---------- DATA TO PROCESS ----------

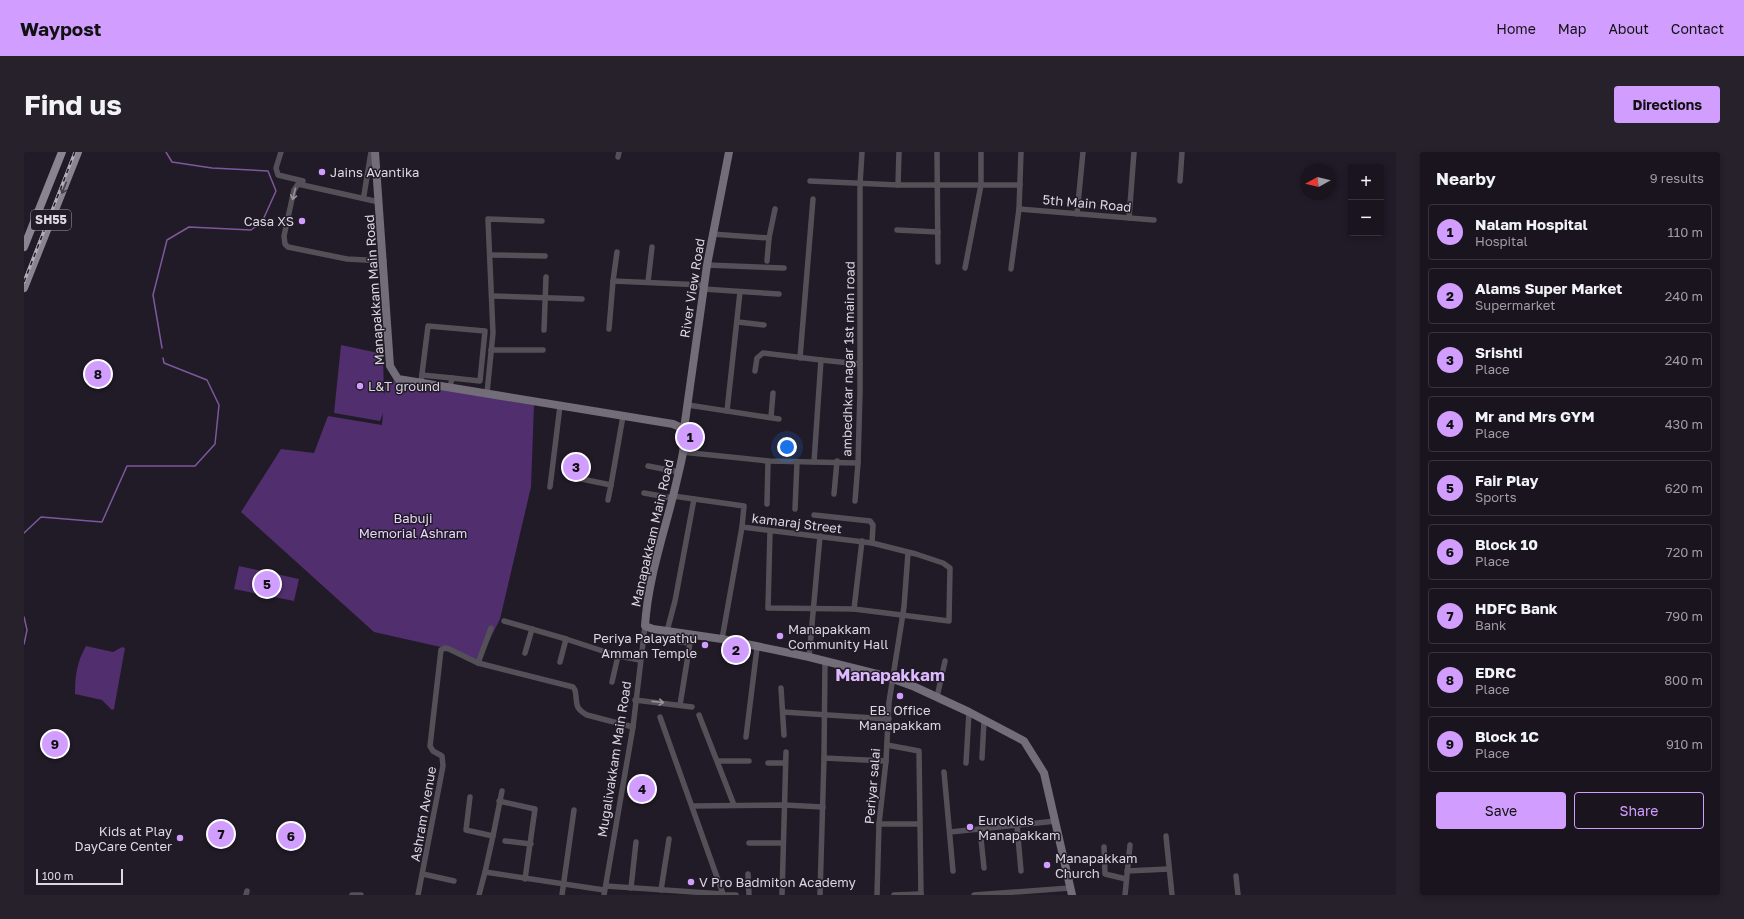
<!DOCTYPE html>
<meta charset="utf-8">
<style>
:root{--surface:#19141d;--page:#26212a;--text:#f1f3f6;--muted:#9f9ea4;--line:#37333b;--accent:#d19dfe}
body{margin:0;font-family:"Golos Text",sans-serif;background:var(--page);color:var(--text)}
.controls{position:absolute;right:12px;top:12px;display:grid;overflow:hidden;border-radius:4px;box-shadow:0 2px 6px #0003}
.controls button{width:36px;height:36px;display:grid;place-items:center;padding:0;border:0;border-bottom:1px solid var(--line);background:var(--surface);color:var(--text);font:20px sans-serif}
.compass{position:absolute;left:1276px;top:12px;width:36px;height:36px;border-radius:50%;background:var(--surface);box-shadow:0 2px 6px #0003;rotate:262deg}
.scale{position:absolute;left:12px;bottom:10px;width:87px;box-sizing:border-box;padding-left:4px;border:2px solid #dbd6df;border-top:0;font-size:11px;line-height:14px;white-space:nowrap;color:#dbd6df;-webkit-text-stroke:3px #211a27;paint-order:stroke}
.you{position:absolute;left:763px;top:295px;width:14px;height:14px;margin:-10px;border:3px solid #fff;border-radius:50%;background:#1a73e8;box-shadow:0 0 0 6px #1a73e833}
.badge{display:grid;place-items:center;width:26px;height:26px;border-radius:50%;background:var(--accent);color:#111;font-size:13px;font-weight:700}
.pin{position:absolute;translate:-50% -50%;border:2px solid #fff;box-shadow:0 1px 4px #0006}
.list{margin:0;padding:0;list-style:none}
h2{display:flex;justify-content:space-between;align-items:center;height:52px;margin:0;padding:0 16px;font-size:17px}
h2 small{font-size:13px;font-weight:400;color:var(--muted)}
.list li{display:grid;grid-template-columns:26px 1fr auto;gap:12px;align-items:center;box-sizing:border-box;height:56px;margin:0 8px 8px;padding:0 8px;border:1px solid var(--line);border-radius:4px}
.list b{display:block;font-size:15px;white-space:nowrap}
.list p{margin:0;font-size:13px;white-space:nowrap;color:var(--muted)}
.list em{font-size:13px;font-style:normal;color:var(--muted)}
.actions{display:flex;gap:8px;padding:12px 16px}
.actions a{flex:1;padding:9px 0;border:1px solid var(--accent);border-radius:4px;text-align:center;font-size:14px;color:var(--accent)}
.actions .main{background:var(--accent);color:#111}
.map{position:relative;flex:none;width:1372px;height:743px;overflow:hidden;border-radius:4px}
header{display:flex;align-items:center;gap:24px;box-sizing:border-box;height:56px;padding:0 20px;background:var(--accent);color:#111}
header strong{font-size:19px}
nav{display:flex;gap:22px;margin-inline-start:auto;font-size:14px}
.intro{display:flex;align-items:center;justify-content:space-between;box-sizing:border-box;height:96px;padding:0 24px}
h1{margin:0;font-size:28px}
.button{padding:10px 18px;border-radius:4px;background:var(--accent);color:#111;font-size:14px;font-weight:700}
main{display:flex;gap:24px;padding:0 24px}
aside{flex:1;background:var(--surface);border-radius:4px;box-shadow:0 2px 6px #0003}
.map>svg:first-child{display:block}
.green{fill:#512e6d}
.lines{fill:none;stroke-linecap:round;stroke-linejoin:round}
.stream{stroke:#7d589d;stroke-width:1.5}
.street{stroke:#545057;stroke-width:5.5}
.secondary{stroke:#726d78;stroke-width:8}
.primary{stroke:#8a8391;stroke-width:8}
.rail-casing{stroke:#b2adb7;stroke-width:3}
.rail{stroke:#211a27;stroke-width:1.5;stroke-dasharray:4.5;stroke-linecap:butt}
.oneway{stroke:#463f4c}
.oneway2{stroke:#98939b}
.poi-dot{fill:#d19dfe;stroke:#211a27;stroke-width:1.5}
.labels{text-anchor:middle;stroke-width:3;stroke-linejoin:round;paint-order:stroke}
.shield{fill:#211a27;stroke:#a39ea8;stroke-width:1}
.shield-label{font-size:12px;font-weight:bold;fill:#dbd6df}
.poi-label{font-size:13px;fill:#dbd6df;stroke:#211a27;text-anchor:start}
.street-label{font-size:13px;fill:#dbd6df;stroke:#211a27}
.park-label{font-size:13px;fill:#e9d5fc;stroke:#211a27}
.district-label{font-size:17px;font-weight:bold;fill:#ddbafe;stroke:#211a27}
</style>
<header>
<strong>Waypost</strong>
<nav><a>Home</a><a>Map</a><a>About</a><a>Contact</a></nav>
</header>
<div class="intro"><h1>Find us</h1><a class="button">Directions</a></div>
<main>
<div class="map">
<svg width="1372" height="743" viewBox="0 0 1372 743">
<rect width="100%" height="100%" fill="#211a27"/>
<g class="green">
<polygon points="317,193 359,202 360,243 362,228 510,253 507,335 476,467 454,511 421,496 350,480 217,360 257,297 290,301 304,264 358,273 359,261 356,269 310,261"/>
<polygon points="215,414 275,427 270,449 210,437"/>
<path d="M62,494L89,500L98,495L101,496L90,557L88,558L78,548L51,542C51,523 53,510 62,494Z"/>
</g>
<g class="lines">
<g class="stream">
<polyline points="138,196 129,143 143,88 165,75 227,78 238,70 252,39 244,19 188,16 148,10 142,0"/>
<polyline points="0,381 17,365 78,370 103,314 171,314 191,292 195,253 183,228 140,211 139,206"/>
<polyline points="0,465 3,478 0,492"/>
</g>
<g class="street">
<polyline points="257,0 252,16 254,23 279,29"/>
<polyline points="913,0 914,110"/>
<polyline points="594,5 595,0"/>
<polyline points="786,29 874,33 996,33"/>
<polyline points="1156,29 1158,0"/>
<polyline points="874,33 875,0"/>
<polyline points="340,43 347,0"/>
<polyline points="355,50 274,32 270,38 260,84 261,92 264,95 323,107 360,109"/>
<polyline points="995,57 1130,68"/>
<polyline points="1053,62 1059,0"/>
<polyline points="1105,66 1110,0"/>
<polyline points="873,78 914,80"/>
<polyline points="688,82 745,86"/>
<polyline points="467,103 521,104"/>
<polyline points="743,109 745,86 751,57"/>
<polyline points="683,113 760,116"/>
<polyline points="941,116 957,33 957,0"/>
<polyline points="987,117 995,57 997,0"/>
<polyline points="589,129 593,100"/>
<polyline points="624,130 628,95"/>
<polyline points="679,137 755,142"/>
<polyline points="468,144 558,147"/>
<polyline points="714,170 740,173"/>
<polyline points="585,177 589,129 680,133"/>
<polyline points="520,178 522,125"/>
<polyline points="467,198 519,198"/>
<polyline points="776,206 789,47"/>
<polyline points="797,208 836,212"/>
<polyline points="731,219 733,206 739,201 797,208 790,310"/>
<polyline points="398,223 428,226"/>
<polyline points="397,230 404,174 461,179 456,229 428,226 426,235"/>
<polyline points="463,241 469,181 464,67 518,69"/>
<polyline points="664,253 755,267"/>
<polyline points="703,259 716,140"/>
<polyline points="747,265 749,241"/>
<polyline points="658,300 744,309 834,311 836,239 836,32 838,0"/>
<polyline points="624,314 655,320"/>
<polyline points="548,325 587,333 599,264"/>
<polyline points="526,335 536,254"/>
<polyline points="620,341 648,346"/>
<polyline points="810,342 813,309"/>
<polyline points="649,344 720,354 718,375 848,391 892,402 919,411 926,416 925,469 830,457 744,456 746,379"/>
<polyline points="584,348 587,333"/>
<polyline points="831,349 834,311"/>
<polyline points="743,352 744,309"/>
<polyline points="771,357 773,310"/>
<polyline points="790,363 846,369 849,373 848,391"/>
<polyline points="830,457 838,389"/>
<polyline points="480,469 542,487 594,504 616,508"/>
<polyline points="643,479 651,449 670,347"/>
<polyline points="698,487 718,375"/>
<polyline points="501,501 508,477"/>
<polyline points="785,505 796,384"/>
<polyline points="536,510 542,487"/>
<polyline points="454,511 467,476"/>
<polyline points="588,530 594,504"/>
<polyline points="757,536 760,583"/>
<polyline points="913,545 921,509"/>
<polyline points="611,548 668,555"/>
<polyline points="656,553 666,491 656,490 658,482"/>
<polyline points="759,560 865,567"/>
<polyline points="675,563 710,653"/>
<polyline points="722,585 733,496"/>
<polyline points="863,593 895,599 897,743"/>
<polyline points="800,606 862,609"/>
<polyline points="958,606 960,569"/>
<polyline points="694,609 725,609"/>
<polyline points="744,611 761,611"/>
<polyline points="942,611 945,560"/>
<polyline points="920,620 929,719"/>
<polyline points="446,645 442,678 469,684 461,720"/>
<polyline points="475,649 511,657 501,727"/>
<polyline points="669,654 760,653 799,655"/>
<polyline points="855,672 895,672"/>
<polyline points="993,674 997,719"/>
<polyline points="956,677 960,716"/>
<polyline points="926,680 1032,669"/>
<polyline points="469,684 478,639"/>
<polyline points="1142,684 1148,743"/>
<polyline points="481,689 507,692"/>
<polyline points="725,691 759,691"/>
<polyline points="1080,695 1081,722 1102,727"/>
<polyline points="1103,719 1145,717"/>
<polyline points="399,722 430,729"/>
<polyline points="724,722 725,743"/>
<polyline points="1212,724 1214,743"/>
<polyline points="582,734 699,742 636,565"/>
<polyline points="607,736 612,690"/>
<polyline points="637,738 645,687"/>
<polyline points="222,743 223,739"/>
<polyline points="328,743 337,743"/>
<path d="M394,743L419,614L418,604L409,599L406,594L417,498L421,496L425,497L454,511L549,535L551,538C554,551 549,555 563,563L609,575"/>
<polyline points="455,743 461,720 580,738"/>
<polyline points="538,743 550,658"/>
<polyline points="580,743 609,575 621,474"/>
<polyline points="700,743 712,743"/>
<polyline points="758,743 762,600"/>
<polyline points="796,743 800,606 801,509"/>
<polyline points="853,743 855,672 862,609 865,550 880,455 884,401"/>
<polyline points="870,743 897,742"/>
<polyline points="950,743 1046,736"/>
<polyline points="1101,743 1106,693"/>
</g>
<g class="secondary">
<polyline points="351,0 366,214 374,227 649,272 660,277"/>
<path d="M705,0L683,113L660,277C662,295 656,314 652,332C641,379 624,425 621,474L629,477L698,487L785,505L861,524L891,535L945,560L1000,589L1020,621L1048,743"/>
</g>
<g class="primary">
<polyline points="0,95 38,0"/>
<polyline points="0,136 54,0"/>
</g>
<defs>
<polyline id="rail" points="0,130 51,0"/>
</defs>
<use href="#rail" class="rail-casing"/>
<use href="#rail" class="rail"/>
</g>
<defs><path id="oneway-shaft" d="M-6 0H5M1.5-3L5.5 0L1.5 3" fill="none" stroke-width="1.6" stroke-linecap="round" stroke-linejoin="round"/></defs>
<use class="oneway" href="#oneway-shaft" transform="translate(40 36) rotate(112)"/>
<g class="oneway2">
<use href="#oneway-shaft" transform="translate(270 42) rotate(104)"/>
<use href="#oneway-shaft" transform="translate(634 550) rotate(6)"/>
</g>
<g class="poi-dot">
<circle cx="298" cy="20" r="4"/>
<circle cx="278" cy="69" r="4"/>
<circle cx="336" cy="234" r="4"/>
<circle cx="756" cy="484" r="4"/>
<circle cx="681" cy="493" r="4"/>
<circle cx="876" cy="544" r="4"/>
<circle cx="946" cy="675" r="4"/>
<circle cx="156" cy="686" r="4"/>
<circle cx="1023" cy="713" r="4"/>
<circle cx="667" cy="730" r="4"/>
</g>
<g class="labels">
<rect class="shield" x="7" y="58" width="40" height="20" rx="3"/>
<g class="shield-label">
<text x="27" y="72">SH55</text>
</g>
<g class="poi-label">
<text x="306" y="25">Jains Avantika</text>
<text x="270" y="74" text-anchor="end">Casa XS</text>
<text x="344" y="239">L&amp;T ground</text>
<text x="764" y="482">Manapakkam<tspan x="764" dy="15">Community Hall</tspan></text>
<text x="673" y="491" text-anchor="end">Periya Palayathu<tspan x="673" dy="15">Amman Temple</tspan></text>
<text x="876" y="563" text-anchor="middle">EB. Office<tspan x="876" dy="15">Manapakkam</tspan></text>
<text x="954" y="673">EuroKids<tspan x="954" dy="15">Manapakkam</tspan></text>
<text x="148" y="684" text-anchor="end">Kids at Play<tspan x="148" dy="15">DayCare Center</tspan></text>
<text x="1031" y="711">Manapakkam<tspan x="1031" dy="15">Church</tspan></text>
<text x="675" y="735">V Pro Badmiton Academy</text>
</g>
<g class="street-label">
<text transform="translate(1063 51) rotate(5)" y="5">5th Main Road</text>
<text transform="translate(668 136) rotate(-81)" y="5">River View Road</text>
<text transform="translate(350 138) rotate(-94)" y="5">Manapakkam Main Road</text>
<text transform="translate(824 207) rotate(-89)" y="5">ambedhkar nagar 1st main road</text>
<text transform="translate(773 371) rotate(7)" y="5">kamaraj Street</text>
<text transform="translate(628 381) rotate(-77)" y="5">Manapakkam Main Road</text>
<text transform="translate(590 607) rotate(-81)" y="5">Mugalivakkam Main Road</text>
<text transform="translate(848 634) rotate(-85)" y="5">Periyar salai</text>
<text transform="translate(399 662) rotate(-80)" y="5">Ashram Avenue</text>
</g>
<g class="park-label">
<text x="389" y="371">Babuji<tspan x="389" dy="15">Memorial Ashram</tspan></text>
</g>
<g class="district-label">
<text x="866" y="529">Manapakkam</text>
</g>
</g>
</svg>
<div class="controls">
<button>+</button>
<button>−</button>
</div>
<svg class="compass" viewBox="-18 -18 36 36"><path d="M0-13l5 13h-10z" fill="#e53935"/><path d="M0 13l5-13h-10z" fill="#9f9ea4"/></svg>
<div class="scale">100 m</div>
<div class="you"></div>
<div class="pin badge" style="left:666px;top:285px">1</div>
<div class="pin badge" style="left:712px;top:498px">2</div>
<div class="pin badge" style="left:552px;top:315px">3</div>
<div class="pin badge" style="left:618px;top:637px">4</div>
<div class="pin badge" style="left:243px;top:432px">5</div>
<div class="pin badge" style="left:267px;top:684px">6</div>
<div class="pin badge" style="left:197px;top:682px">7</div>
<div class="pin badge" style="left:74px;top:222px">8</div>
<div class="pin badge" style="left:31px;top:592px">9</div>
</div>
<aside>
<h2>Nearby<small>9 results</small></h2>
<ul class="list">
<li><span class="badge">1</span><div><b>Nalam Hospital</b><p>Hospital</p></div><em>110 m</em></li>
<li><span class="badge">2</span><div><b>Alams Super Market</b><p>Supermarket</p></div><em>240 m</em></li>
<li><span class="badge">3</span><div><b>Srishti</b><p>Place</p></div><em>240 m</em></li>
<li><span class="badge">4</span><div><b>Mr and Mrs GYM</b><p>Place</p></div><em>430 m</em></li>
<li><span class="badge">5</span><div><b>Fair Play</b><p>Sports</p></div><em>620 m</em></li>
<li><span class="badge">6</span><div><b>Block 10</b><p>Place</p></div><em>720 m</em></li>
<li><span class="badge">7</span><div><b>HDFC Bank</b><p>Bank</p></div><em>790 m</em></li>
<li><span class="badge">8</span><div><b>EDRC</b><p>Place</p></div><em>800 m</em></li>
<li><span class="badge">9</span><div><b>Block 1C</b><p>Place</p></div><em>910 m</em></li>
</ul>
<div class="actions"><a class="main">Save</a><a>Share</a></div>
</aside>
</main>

----------

**DIRECTIONS FOR THIS TASK**
Scan the data above for the word "shadow". Copy every line in which it is found.

**OUTPUT BELOW**
.controls{position:absolute;right:12px;top:12px;display:grid;overflow:hidden;border-radius:4px;box-shadow:0 2px 6px #0003}
.compass{position:absolute;left:1276px;top:12px;width:36px;height:36px;border-radius:50%;background:var(--surface);box-shadow:0 2px 6px #0003;rotate:262deg}
.you{position:absolute;left:763px;top:295px;width:14px;height:14px;margin:-10px;border:3px solid #fff;border-radius:50%;background:#1a73e8;box-shadow:0 0 0 6px #1a73e833}
.pin{position:absolute;translate:-50% -50%;border:2px solid #fff;box-shadow:0 1px 4px #0006}
aside{flex:1;background:var(--surface);border-radius:4px;box-shadow:0 2px 6px #0003}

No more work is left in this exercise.